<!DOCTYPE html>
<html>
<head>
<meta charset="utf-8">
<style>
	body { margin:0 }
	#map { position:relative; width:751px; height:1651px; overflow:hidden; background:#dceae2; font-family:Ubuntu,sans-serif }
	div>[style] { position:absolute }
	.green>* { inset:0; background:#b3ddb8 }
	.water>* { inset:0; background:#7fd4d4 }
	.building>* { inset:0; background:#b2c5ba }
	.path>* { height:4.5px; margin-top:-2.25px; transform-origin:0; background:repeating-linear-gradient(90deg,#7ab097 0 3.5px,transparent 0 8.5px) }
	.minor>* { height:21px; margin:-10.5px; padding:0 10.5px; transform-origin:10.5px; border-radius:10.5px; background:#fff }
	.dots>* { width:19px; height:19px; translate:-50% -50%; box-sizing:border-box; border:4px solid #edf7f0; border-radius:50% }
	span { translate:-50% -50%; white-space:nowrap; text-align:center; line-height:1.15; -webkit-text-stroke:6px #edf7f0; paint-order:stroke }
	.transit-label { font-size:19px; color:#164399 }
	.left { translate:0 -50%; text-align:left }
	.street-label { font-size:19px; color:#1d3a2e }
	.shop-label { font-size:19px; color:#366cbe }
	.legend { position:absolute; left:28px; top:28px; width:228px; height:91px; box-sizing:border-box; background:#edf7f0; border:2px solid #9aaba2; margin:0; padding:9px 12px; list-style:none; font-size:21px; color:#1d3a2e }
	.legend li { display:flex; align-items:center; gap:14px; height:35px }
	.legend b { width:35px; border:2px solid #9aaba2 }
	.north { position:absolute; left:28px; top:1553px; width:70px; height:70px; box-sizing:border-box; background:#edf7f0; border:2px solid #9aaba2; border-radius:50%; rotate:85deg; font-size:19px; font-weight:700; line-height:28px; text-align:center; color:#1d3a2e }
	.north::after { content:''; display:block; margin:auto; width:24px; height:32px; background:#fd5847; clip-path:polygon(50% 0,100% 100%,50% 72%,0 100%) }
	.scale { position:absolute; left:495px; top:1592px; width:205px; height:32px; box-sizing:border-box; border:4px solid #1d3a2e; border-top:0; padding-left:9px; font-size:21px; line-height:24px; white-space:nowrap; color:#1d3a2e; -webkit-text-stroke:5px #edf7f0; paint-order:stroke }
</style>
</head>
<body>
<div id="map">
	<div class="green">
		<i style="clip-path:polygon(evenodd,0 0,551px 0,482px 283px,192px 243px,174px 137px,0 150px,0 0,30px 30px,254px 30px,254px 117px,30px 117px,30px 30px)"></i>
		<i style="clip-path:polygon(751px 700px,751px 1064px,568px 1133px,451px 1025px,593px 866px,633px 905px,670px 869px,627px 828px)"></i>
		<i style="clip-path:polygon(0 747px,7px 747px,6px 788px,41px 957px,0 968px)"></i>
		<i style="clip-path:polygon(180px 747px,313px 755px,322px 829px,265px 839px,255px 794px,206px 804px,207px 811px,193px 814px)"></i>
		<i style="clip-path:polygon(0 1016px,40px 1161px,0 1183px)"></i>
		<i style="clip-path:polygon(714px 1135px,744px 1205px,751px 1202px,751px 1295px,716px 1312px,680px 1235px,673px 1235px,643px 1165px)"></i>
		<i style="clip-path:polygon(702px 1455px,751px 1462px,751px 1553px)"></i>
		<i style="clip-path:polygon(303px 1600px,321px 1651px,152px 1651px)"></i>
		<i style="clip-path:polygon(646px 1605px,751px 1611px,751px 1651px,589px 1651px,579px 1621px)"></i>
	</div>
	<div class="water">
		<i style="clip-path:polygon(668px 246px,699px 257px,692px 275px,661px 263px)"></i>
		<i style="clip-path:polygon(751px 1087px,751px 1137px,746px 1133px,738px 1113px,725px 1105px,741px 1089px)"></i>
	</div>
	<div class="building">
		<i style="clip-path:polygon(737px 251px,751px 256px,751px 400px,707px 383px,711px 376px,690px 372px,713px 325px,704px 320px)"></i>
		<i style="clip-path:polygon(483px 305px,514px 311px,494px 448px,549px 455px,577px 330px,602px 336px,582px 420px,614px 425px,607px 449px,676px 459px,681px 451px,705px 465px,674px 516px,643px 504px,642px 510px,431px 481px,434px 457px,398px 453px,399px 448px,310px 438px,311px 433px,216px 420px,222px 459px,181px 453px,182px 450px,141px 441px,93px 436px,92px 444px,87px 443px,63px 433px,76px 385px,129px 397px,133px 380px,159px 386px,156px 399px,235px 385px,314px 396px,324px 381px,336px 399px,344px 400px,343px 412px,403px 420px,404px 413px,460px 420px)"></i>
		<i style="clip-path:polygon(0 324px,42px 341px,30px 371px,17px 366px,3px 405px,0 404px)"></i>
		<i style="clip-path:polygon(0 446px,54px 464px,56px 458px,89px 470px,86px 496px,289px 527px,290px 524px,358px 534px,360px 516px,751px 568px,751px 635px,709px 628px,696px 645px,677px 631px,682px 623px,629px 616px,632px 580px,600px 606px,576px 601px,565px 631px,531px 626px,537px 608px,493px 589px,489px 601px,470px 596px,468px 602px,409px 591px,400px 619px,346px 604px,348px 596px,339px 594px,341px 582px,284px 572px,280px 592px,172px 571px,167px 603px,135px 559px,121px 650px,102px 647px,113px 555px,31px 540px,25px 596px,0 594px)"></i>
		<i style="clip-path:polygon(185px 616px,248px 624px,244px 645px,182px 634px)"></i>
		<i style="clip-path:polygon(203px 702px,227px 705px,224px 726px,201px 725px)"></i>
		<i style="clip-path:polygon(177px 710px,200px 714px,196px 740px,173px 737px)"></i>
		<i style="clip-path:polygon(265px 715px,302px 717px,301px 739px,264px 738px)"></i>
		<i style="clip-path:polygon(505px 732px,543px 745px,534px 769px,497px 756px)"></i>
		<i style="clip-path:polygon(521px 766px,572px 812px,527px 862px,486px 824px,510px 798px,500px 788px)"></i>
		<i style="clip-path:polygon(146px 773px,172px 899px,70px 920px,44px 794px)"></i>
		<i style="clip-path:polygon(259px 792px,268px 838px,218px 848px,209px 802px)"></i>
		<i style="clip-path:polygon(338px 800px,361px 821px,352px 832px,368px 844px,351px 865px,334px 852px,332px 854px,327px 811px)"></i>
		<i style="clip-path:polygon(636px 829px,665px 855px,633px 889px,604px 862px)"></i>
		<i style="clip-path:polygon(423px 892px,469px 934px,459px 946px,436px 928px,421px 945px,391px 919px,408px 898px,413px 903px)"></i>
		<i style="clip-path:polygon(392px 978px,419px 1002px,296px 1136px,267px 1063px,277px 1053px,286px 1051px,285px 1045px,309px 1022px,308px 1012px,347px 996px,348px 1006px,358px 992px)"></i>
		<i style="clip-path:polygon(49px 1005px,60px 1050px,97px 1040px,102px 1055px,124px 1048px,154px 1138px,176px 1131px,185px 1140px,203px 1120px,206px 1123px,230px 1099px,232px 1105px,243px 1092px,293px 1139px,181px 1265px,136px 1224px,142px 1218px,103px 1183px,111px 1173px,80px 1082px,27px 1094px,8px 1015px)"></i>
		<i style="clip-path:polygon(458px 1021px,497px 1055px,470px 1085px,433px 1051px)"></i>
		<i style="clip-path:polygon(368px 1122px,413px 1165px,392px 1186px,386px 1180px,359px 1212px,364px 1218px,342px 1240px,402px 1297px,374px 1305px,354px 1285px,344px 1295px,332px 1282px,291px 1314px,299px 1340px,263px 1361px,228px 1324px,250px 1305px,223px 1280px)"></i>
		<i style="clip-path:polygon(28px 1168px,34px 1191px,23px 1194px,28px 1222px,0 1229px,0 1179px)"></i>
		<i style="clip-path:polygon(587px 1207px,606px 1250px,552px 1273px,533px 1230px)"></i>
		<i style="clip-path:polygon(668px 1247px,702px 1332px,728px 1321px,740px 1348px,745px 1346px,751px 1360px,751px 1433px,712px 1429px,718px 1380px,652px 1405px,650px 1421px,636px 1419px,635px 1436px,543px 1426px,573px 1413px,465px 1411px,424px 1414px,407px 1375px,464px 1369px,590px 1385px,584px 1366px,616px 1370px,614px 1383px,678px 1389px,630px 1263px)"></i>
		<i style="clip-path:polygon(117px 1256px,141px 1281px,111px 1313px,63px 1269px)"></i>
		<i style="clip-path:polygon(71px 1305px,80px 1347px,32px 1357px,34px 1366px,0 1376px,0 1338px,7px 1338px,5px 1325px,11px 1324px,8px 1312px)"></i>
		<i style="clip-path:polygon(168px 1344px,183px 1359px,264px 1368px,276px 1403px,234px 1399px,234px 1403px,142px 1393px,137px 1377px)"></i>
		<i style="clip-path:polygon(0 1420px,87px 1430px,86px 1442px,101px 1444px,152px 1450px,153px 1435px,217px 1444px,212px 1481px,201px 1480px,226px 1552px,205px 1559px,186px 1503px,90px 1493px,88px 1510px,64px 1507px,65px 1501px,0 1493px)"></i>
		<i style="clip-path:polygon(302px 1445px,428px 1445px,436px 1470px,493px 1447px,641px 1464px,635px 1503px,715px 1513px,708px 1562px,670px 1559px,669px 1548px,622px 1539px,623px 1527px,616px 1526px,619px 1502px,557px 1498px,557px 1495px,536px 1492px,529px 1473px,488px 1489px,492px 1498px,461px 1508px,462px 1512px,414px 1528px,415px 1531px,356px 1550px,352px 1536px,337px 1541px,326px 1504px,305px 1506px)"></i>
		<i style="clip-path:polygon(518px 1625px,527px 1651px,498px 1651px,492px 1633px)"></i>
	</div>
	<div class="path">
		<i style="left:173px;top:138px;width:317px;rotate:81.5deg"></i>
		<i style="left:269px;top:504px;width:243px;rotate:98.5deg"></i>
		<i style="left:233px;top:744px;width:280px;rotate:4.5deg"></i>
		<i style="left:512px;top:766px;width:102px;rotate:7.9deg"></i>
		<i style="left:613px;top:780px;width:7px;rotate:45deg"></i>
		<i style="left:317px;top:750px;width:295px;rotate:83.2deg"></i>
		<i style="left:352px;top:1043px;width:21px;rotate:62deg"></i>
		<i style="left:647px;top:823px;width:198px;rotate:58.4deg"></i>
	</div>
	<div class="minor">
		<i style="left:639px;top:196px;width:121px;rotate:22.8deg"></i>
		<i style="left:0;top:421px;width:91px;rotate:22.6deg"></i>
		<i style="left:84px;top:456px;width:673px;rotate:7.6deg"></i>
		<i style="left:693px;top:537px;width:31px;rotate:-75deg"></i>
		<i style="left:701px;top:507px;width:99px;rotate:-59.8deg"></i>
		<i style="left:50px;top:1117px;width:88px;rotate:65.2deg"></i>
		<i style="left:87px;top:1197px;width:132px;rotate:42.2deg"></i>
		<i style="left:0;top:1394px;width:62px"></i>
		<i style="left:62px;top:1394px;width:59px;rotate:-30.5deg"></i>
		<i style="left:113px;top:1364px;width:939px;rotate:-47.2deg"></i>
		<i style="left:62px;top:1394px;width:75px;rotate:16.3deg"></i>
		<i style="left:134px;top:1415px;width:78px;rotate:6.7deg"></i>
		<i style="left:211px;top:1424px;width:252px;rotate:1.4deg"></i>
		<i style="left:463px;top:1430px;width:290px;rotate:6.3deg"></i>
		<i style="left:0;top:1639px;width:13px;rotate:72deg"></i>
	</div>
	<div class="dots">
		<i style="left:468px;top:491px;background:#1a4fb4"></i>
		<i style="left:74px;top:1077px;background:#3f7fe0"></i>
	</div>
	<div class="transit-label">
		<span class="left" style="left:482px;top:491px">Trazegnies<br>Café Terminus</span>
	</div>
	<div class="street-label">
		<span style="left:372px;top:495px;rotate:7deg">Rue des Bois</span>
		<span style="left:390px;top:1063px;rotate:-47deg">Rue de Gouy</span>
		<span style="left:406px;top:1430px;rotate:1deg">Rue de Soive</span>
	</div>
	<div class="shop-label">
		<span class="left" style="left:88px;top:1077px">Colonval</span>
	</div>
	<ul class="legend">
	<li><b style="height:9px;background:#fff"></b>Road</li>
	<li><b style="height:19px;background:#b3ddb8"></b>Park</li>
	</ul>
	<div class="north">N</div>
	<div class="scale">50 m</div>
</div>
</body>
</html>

.....

▶ Required work:
Please transcribe the data exactly from its first line. End with the line that contains "translate:-50% -50%; white-space:nowrap;".

▶ Response:
<!DOCTYPE html>
<html>
<head>
<meta charset="utf-8">
<style>
	body { margin:0 }
	#map { position:relative; width:751px; height:1651px; overflow:hidden; background:#dceae2; font-family:Ubuntu,sans-serif }
	div>[style] { position:absolute }
	.green>* { inset:0; background:#b3ddb8 }
	.water>* { inset:0; background:#7fd4d4 }
	.building>* { inset:0; background:#b2c5ba }
	.path>* { height:4.5px; margin-top:-2.25px; transform-origin:0; background:repeating-linear-gradient(90deg,#7ab097 0 3.5px,transparent 0 8.5px) }
	.minor>* { height:21px; margin:-10.5px; padding:0 10.5px; transform-origin:10.5px; border-radius:10.5px; background:#fff }
	.dots>* { width:19px; height:19px; translate:-50% -50%; box-sizing:border-box; border:4px solid #edf7f0; border-radius:50% }
	span { translate:-50% -50%; white-space:nowrap; text-align:center; line-height:1.15; -webkit-text-stroke:6px #edf7f0; paint-order:stroke }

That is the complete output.